Hungarian Government vs. Cigarette Industry Goliaths

April 27, 1993

WITH global sales flagging, Western tobacco giants are determined to beat a slew of obstacles, including smuggling, chaotic distribution systems, and antagonistic laws to tap eastern European markets.

Here in Hungary, Phillip Morris, R.J. Reynolds, British-American Tobacco (BAT), and Reemstma of Germany are lobbying against the country's ban on most cigarette ads. Meanwhile they are breaking the law. Each owns recently privatized factories here.

Undeterred by the state's creaky enforcement, the four firms jostle for market share. Hungarian per capita cigarette consumption last year was a high 139 packs, according to BAT. Billboard, newspaper, and shop-front ads proliferate.

"Western tobacco companies' advertising wars resemble the frontiers of the Wild West," says Tamas Wachsler, an opposition member of Parliament.

A 1978 decree bans ads that "enhance consumption" except in stores, in the foreign-language press, and at internationally broadcast events. Cigarette makers say the decree is obsolete. The authorities agree, but maintain that the law is the law. Fines and court orders have not worked:

* For a year R.J. Reynolds ran "Camel Boots" ads, sporting the familiar animal logo, on 22 Budapest trams. On Feb. 24, the municipal court ordered them taken down. On March 1, Reynolds came back with a billboard campaign for Formula One "Team Camel."
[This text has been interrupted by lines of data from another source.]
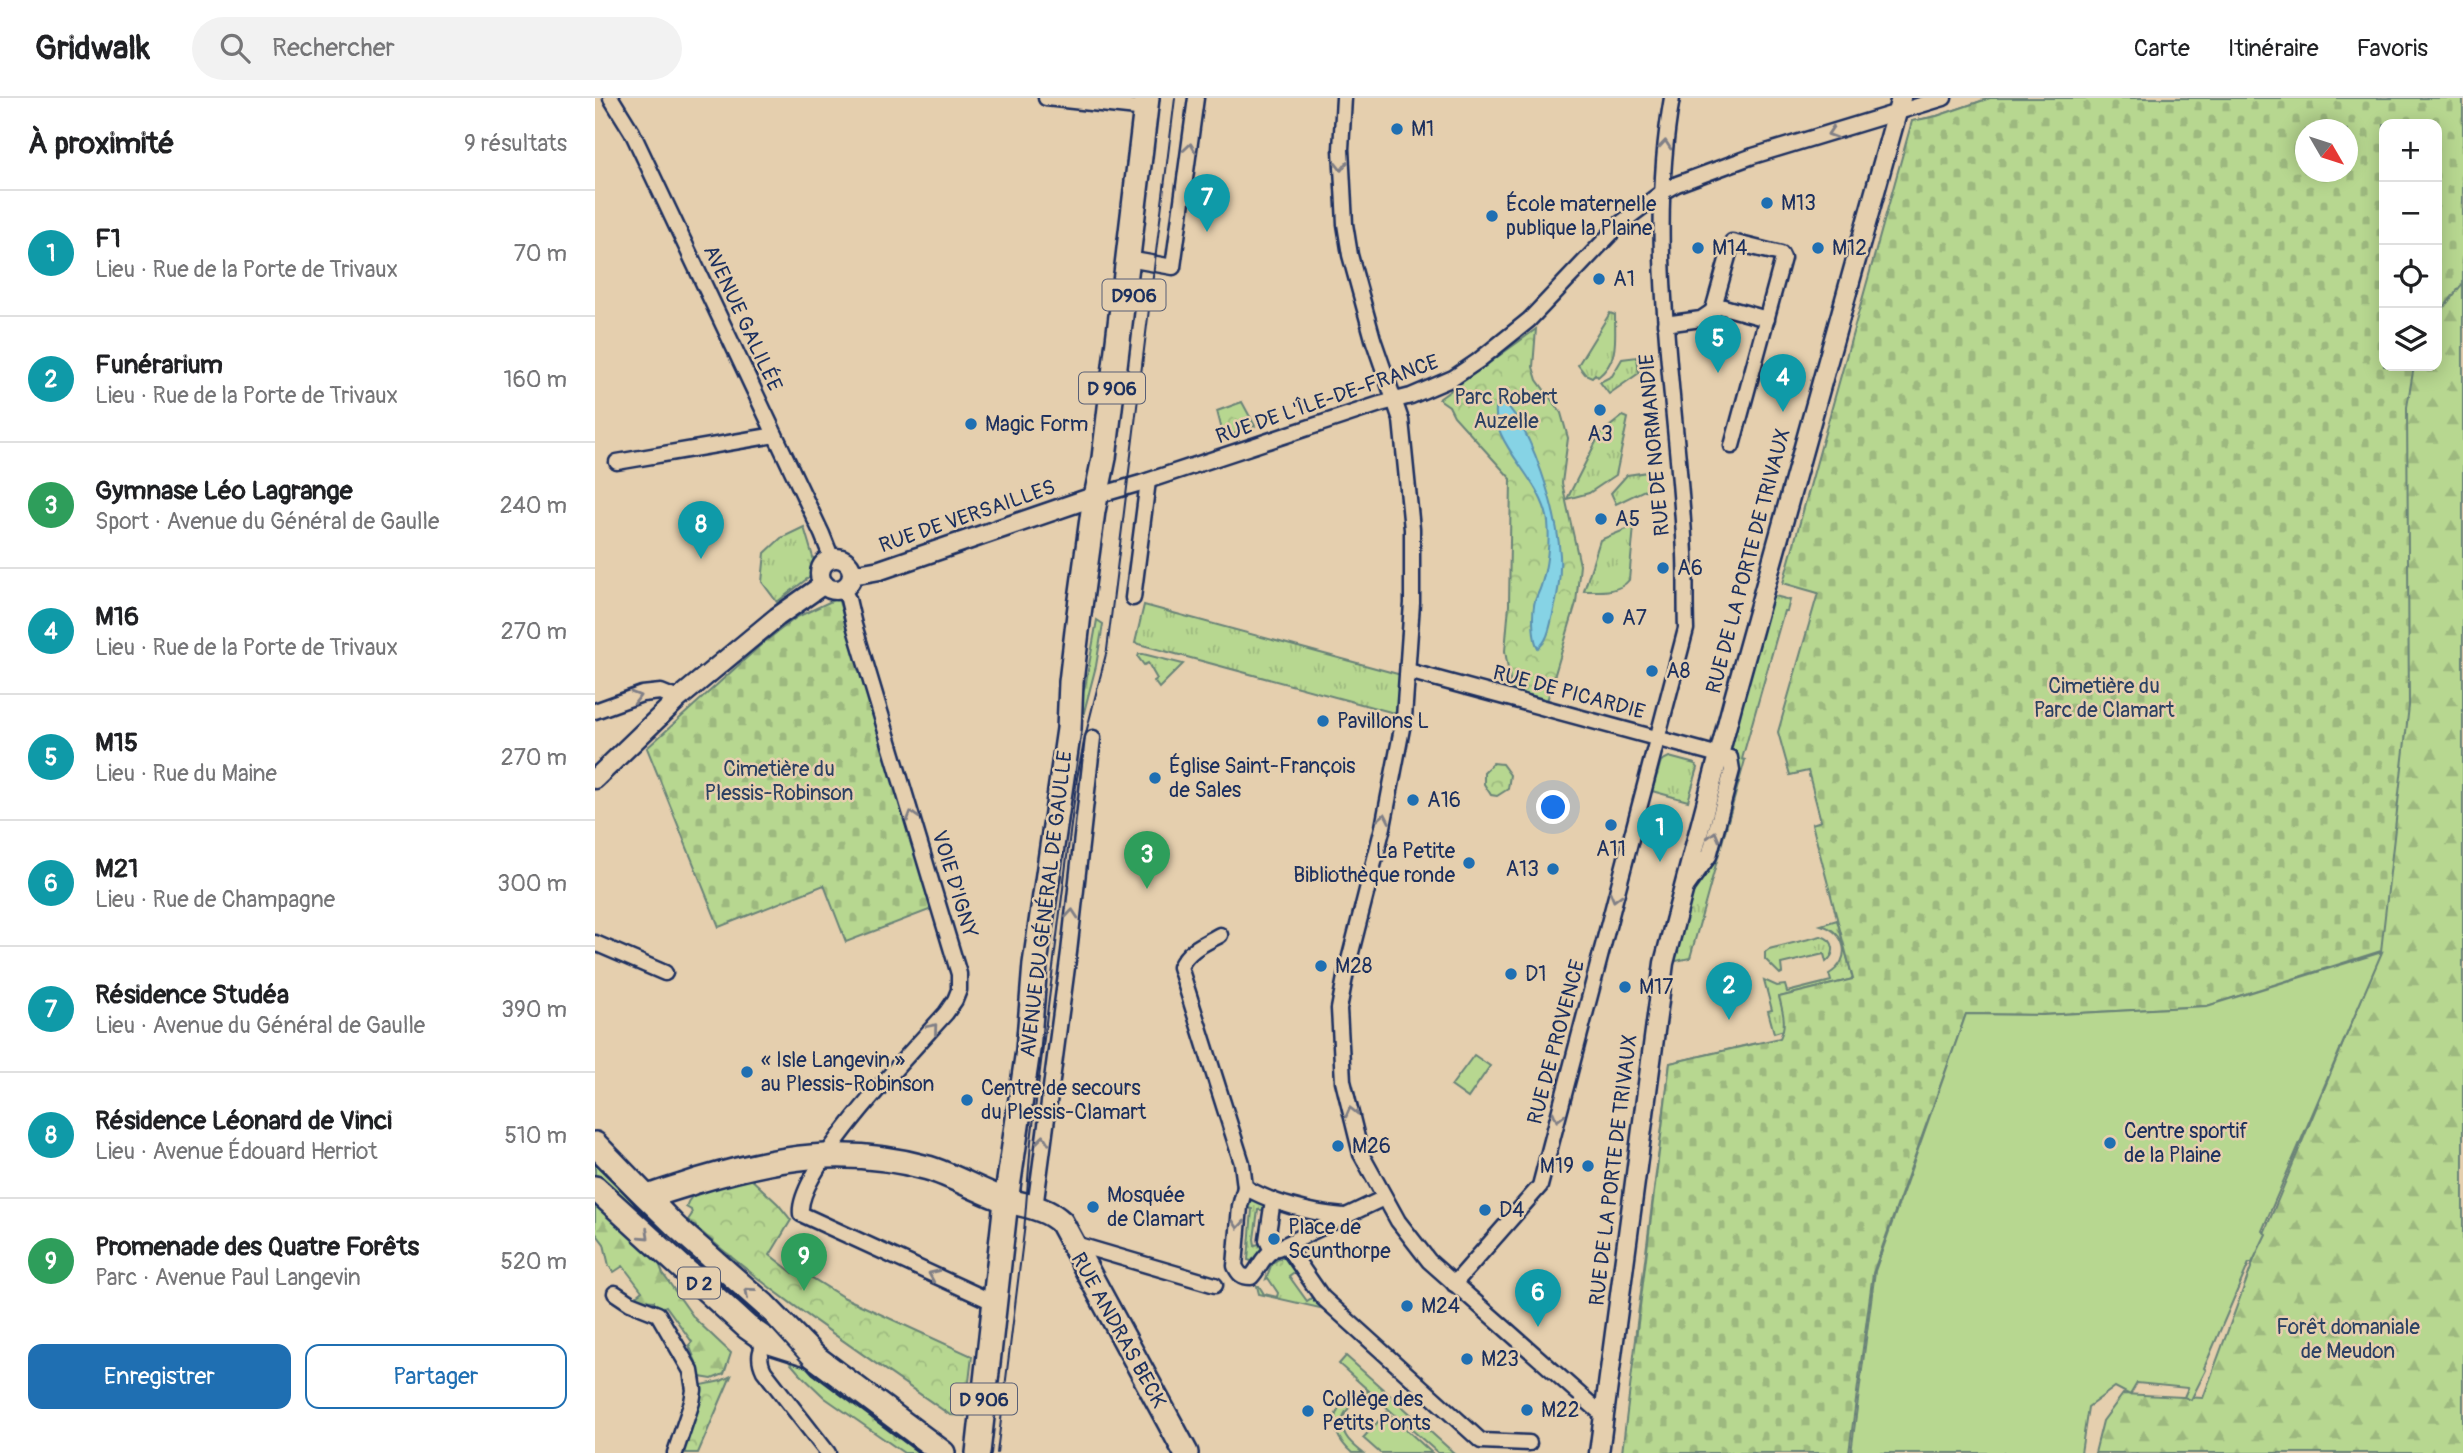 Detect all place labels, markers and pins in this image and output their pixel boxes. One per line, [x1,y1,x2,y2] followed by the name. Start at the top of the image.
[1411,116,1434,143] place label: M1
[1389,121,1405,137] marker: M1
[1184,174,1230,232] pin: 7
[1781,190,1816,217] place label: M13
[1506,191,1657,242] place label: École maternelle publique la Plaine
[1759,195,1775,211] marker: M13
[1484,208,1500,224] marker: École maternelle publique la Plaine
[1712,235,1748,262] place label: M14
[1832,235,1867,262] place label: M12
[1690,240,1706,256] marker: M14
[1810,240,1826,256] marker: M12
[1613,266,1635,293] place label: A1
[1591,271,1607,287] marker: A1
[1695,315,1741,373] pin: 5
[1760,354,1806,412] pin: 4
[1592,402,1608,418] marker: A3
[985,411,1088,438] place label: Magic Form
[963,416,979,432] marker: Magic Form
[1587,421,1613,448] place label: A3
[678,501,724,559] pin: 8
[1615,506,1640,533] place label: A5
[1593,511,1609,527] marker: A5
[1677,555,1703,582] place label: A6
[1655,560,1671,576] marker: A6
[1622,605,1647,632] place label: A7
[1600,610,1616,626] marker: A7
[1666,658,1690,685] place label: A8
[1644,663,1660,679] marker: A8
[1337,708,1429,735] place label: Pavillons L
[1315,713,1331,729] marker: Pavillons L
[1169,753,1356,804] place label: Église Saint-François de Sales
[1147,770,1163,786] marker: Église Saint-François de Sales
[1427,787,1461,814] place label: A16
[1405,792,1421,808] marker: A16
[1637,804,1683,862] pin: 1
[1603,817,1619,833] marker: A11
[1124,831,1170,889] pin: 3
[1596,836,1626,863] place label: A11
[1293,838,1456,889] place label: La Petite Bibliothèque ronde
[1461,855,1477,871] marker: La Petite Bibliothèque ronde
[1505,856,1539,883] place label: A13
[1545,861,1561,877] marker: A13
[1335,953,1372,980] place label: M28
[1313,958,1329,974] marker: M28
[1525,961,1546,988] place label: D1
[1706,962,1752,1020] pin: 2
[1503,966,1519,982] marker: D1
[1639,974,1673,1001] place label: M17
[1617,979,1633,995] marker: M17
[761,1047,934,1098] place label: « Isle Langevin » au Plessis-Robinson
[739,1064,755,1080] marker: « Isle Langevin » au Plessis-Robinson
[981,1075,1147,1126] place label: Centre de secours du Plessis-Clamart
[959,1092,975,1108] marker: Centre de secours du Plessis-Clamart
[2124,1118,2248,1169] place label: Centre sportif de la Plaine
[1352,1133,1391,1160] place label: M26
[2102,1135,2118,1151] marker: Centre sportif de la Plaine
[1330,1138,1346,1154] marker: M26
[1540,1153,1574,1180] place label: M19
[1580,1158,1596,1174] marker: M19
[1107,1182,1205,1233] place label: Mosquée de Clamart
[1499,1197,1524,1224] place label: D4
[1085,1199,1101,1215] marker: Mosquée de Clamart
[1477,1202,1493,1218] marker: D4
[1288,1214,1391,1265] place label: Place de Scunthorpe
[1266,1231,1282,1247] marker: Place de Scunthorpe
[781,1233,827,1291] pin: 9
[1515,1269,1561,1327] pin: 6
[1421,1293,1460,1320] place label: M24
[1399,1298,1415,1314] marker: M24
[1481,1346,1519,1373] place label: M23
[1459,1351,1475,1367] marker: M23
[1322,1386,1431,1437] place label: Collège des Petits Ponts
[1541,1397,1580,1424] place label: M22
[1519,1402,1535,1418] marker: M22
[1300,1403,1316,1419] marker: Collège des Petits Ponts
* Phillip Morris started a campaign for a local brand that did not mention tobacco but displayed a cigarette-pack design and a lit cigarette. Ad agency Leo Burnett Budapest claims it merely advertises the pack's new look. The state disagreed and on Nov. 5 fined Morris $22,727. Morris has not taken the billboards down.

* Three $34 fines levied last December against "Nepszabadsag," Hungary's largest daily, has not kept it from running full-page ads for BAT's Lucky Strikes. "I won't stop," says Miklos Breitner, the paper's general manager. "If they fine us, we pay. It's very cynical."
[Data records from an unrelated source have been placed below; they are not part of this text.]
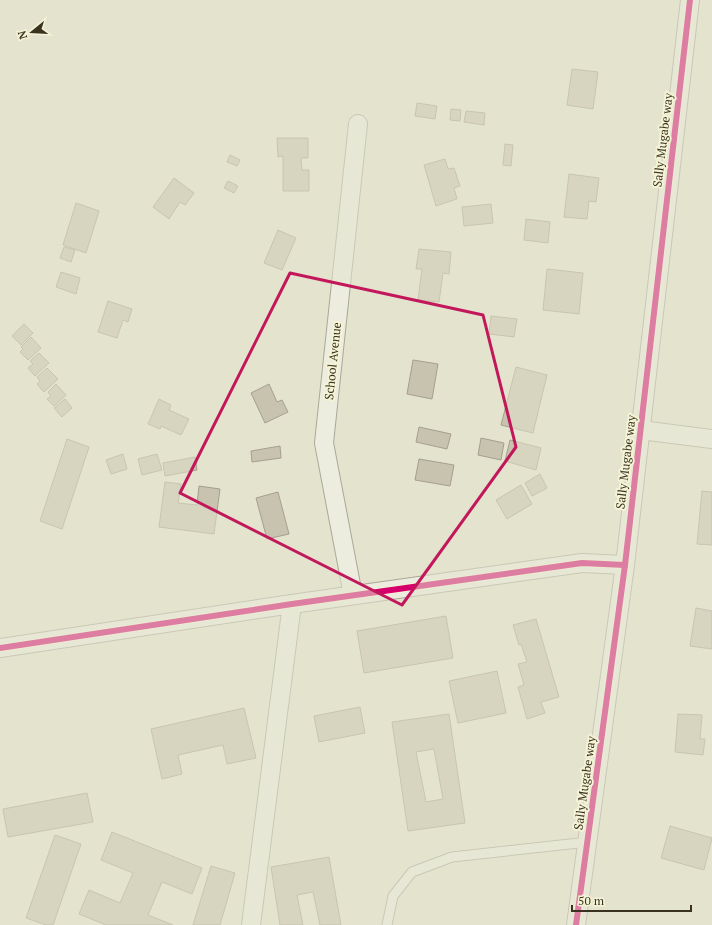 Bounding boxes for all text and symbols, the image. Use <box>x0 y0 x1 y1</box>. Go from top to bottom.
north arrow <box>12 12 52 52</box>
text: N <box>14 28 30 41</box>
street label: Sally Mugabe way <box>649 91 676 188</box>
street label: School Avenue <box>321 321 344 400</box>
street label: Sally Mugabe way <box>612 413 639 510</box>
street label: Sally Mugabe way <box>570 734 599 831</box>
scale bar <box>572 887 691 913</box>
text: 50 m <box>578 893 605 908</box> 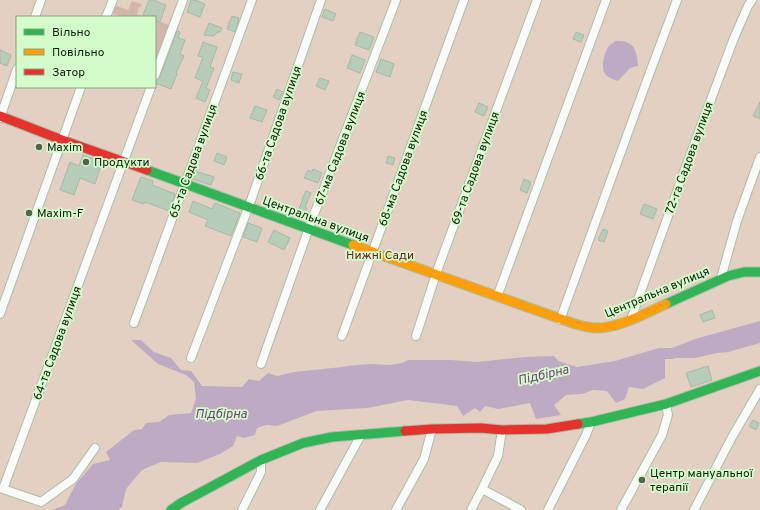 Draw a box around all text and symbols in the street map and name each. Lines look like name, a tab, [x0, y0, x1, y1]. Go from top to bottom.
legend	[16, 16, 156, 88]
text: Вільно	[52, 25, 91, 41]
text: Повільно	[52, 45, 105, 61]
street label: 66-та Садова вулиця	[252, 64, 306, 183]
text: Затор	[52, 65, 85, 81]
street label: 67-ма Садова вулиця	[312, 89, 370, 208]
street label: 72-га Садова вулиця	[662, 100, 718, 217]
street label: 65-та Садова вулиця	[166, 102, 222, 221]
street label: 68-ма Садова вулиця	[375, 108, 432, 229]
street label: 69-та Садова вулиця	[448, 109, 504, 227]
place label: Maxim	[47, 140, 82, 156]
marker: Maxim	[34, 142, 44, 152]
place label: Продукти	[94, 155, 150, 171]
marker: Продукти	[81, 157, 91, 167]
street label: Центральна вулиця	[260, 193, 371, 247]
place label: Maxim-F	[37, 206, 84, 222]
marker: Maxim-F	[24, 208, 34, 218]
park label: Нижні Сади	[346, 248, 414, 264]
street label: Центральна вулиця	[602, 264, 712, 322]
street label: 64-та Садова вулиця	[30, 284, 86, 403]
water label: Підбірна	[516, 362, 571, 390]
water label: Підбірна	[195, 407, 247, 423]
place label: Центр мануальної терапії	[650, 466, 754, 496]
marker: Центр мануальної терапії	[637, 475, 647, 485]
These examples, as well as Reemstma's April 1 launch of a poster campaign, show the trend is growing. Zenith Media Worldwide expects spending on cigarette ads to leap from $1.13 million in 1992 to $7.9 million this year.
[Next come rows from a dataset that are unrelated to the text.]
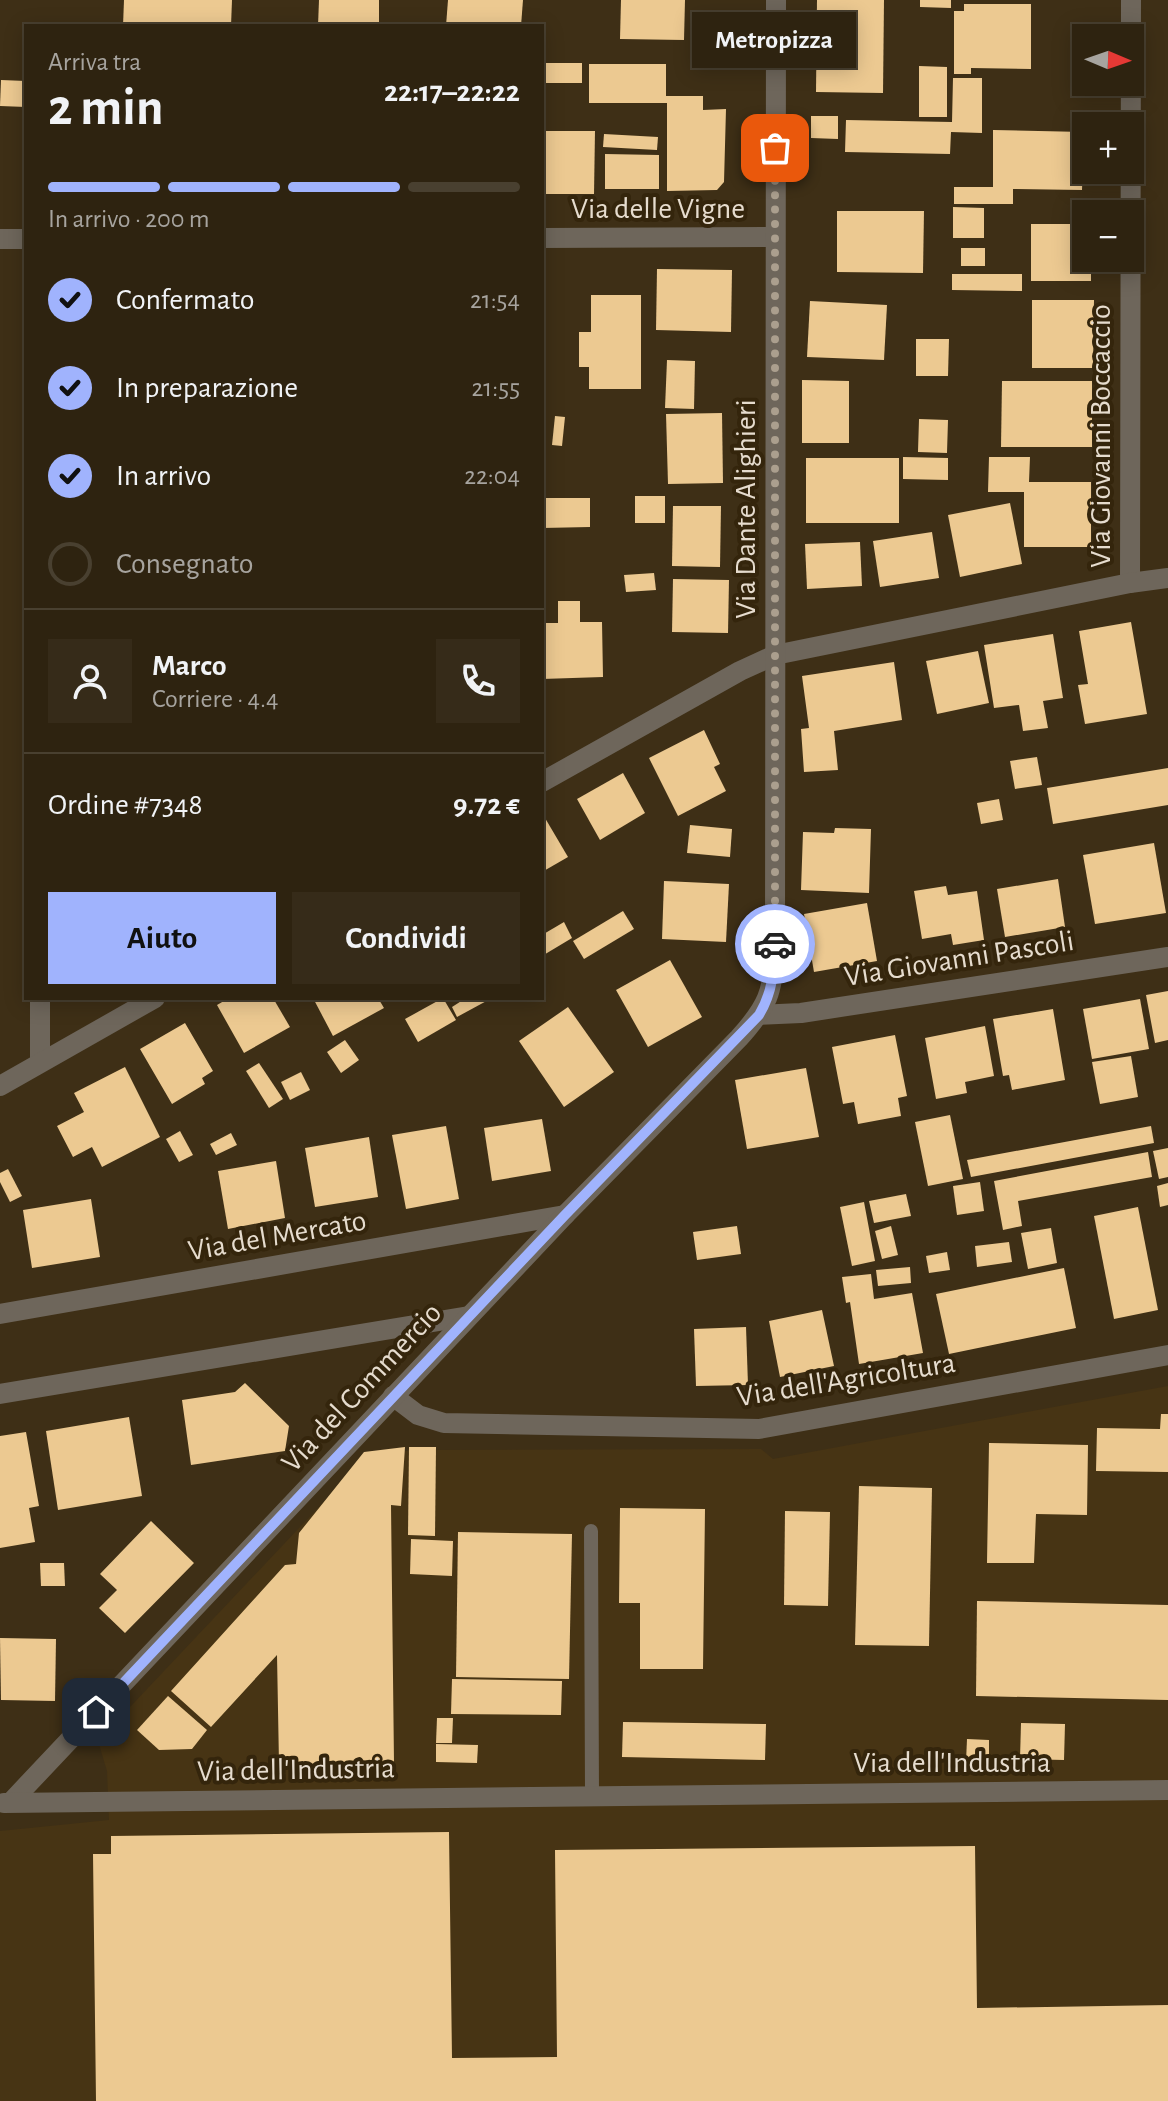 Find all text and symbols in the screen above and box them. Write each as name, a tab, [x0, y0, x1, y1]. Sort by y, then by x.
callout: Metropizza	[693, 12, 857, 68]
north arrow	[1072, 24, 1144, 96]
map controls	[1072, 24, 1144, 272]
text: Metropizza	[715, 27, 833, 53]
text: Arriva tra	[48, 49, 141, 75]
text: 22:17–22:22	[384, 77, 520, 107]
text: 2 min	[48, 82, 163, 134]
button: +	[1072, 112, 1144, 184]
pin	[741, 114, 809, 182]
icon: bag	[753, 126, 797, 170]
street label: Via delle Vigne	[571, 194, 745, 224]
button: −	[1072, 200, 1144, 272]
text: In arrivo · 200 m	[48, 206, 210, 232]
icon: check	[48, 278, 92, 322]
text: Confermato	[116, 285, 254, 315]
text: 21:54	[470, 287, 520, 313]
street label: Via Giovanni Boccaccio	[1086, 304, 1116, 568]
icon: check	[48, 366, 92, 410]
text: In preparazione	[116, 373, 298, 403]
text: 21:55	[472, 375, 520, 401]
street label: Via Dante Alighieri	[731, 399, 761, 619]
icon: check	[48, 454, 92, 498]
text: In arrivo	[116, 461, 211, 491]
text: 22:04	[464, 463, 520, 489]
text: Consegnato	[116, 549, 253, 579]
button: person	[48, 639, 132, 723]
button: phone	[436, 639, 520, 723]
text: Marco	[152, 651, 227, 681]
text: Corriere · 4.4	[152, 686, 278, 712]
text: Ordine #7348	[48, 790, 203, 820]
text: 9.72 €	[453, 790, 520, 820]
button: Aiuto	[48, 892, 276, 984]
button: Condividi	[292, 892, 520, 984]
courier	[735, 904, 815, 984]
icon: car	[753, 922, 797, 966]
street label: Via Giovanni Pascoli	[842, 926, 1076, 992]
street label: Via del Mercato	[186, 1206, 369, 1266]
street label: Via del Commercio	[276, 1297, 447, 1478]
street label: Via dell'Agricoltura	[735, 1348, 958, 1412]
pin	[62, 1678, 130, 1746]
icon: home	[74, 1690, 118, 1734]
street label: Via dell'Industria	[853, 1748, 1051, 1778]
street label: Via dell'Industria	[197, 1753, 395, 1787]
"The laws we have to enforce are already surpassed by real life in Hungary," says Miklos Bardi, director of the Consumer Protection Agency (CPA). Maximum fines - in most cases $34 for posters and $113 for billboards - are "ridiculously low" compared with the ad revenue generated, Mr. Bardi says. Moreover, local shop owners and multinational ad agencies are willing partners that help overwhelm the CPA's skeleton staff.

Bardi has appealed unsuccessfully for a tougher stance from cash-strapped local governments that earn $198 to $284 from a year's billboard license. Appeals against fines and removal orders clog the courts and can often outlast a campaign.

Reynolds and Morris say they have each invested more than $20 million and are frustrated with the CPA's bewildering rulings. Last summer the agency ruled that while posters in shop windows illegally "enhance consumption," stacks of packs on display do not. Camel-logo ashtrays on outdoor cafe tables are fine, but not on the tables' sun umbrellas.

The four companies have joined together to lobby for looser rules.

"The industry should continue to talk to high-level politicians to maintain pressure on the bureaucracy," writes Gabor Garamszegi, Morris's marketing manager. Tobacco companies remain defiant. "We don't want to just spend money in Hungary, but to make money too," says Reynolds's Gabor Hajnaczky.